One Saturday evening a few years ago I decided to count how many beers I had consumed in a 24 hour period. I counted 19. I realized at that moment I couldn’t just have one beer, but I had to have a lot of beer, or nothing at all.
Before my diagnosis of schizoaffective disorder, my lifestyle involved going out to bars to drink with my friends. At the time that was my social outlet. However, after my diagnosis I quit drinking alcohol. I was used to spending a lot of money on alcohol. That was another reason I stopped drinking… it was too expensive.
Another reason I stopped abusing alcohol was for health reasons. An unhealthy lifestyle led to a size 42 inch waistline, but I also knew that the excessive drinking was doing damage to other parts of my body, as well.
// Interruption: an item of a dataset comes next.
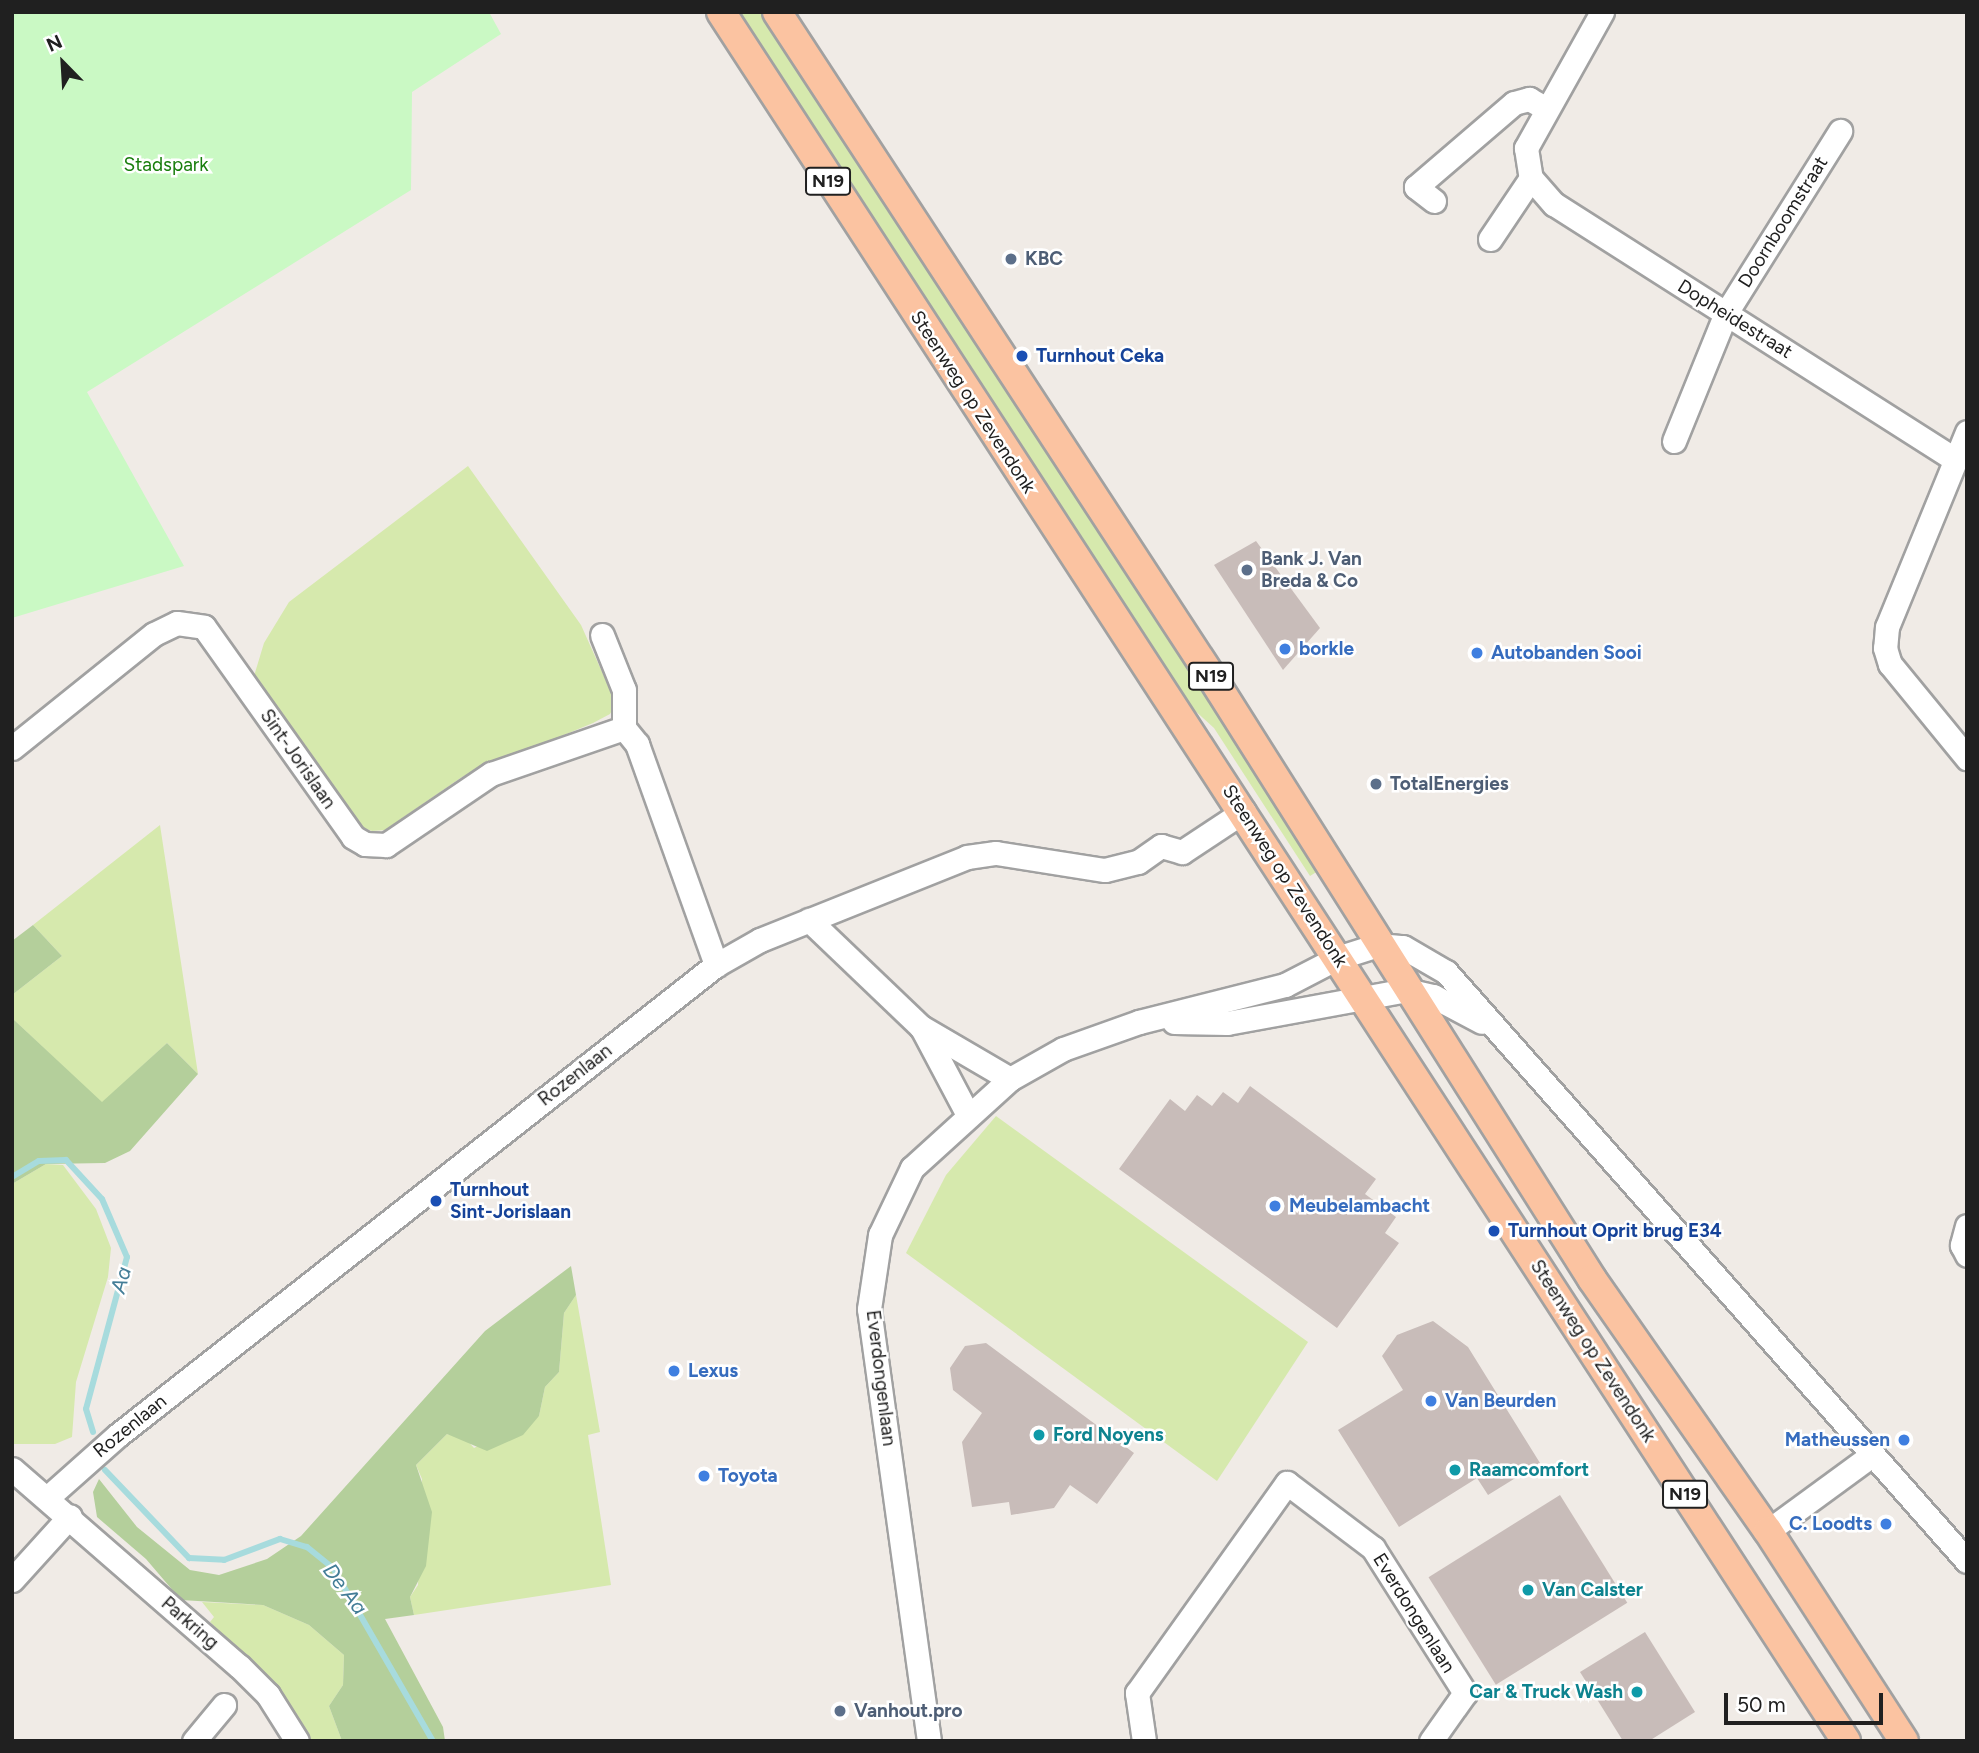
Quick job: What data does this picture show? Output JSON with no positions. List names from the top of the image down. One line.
{"streets":{"main road":["N19","Steenweg op Zevendonk"],"street":["Doornboomstraat","Dopheidestraat","Sint-Jorislaan","Rozenlaan","Everdongenlaan","Parkring"]},"crossings":[["Doornboomstraat","Dopheidestraat"],["Steenweg op Zevendonk","Rozenlaan"],["Steenweg op Zevendonk","Everdongenlaan"],["Rozenlaan","Parkring"]],"water":["Aa","De Aa"],"parks":["Stadspark"],"places":["KBC","Turnhout Ceka","Bank J. Van Breda & Co","borkle","Autobanden Sooi","TotalEnergies","Turnhout Sint-Jorislaan","Meubelambacht","Turnhout Oprit brug E34","Lexus","Van Beurden","Ford Noyens","Matheussen","Raamcomfort","Toyota","C. Loodts","Van Calster","Car & Truck Wash","Vanhout.pro"],"scale_bar":"50 m","north":"top left"}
The first couple of weeks of not drinking on a Friday night were especially tough for me. I missed even the minor chit chat that occurred in those settings because alcohol provided liquid confidence for me. While I’m not the best at opening up a conversation, I knew that being around others was important for me. After awhile the desire for alcohol went away, but I still did not have the social interaction that I had gotten from hanging out with my friends at bars.
Now that I am okay with not drinking, I use my money for other things like my kickboxing classes. I’ve always enjoyed physical activity, and working out and exercising have become my new positive addiction.
I used to be a very heavy smoker. At one time I smoked three packs a day. Just about every afternoon, I woke up and realized I was almost out of cigarettes, so I went to the grocery store across the street to buy three packs of the cheaper off brand cigarettes. This happened every day until my health began to be affected. I knew I had to quit.
At the veterans hospital where I receive treatment there are always vets smoking. Even today when I see, and even smell the cigarettes of the veterans smoking in groups, it brings back good memories. Since I do not want to go back to my three pack a day habit, I just ignore it. There was a time when my smoking served as another way for me to be social — social, but very unhealthy. I ended up quitting smoking on Father’s Day. My dad said it was the best gift he had ever received. While I don’t regret giving up cigarettes, I realized that I had also given up another social outlet.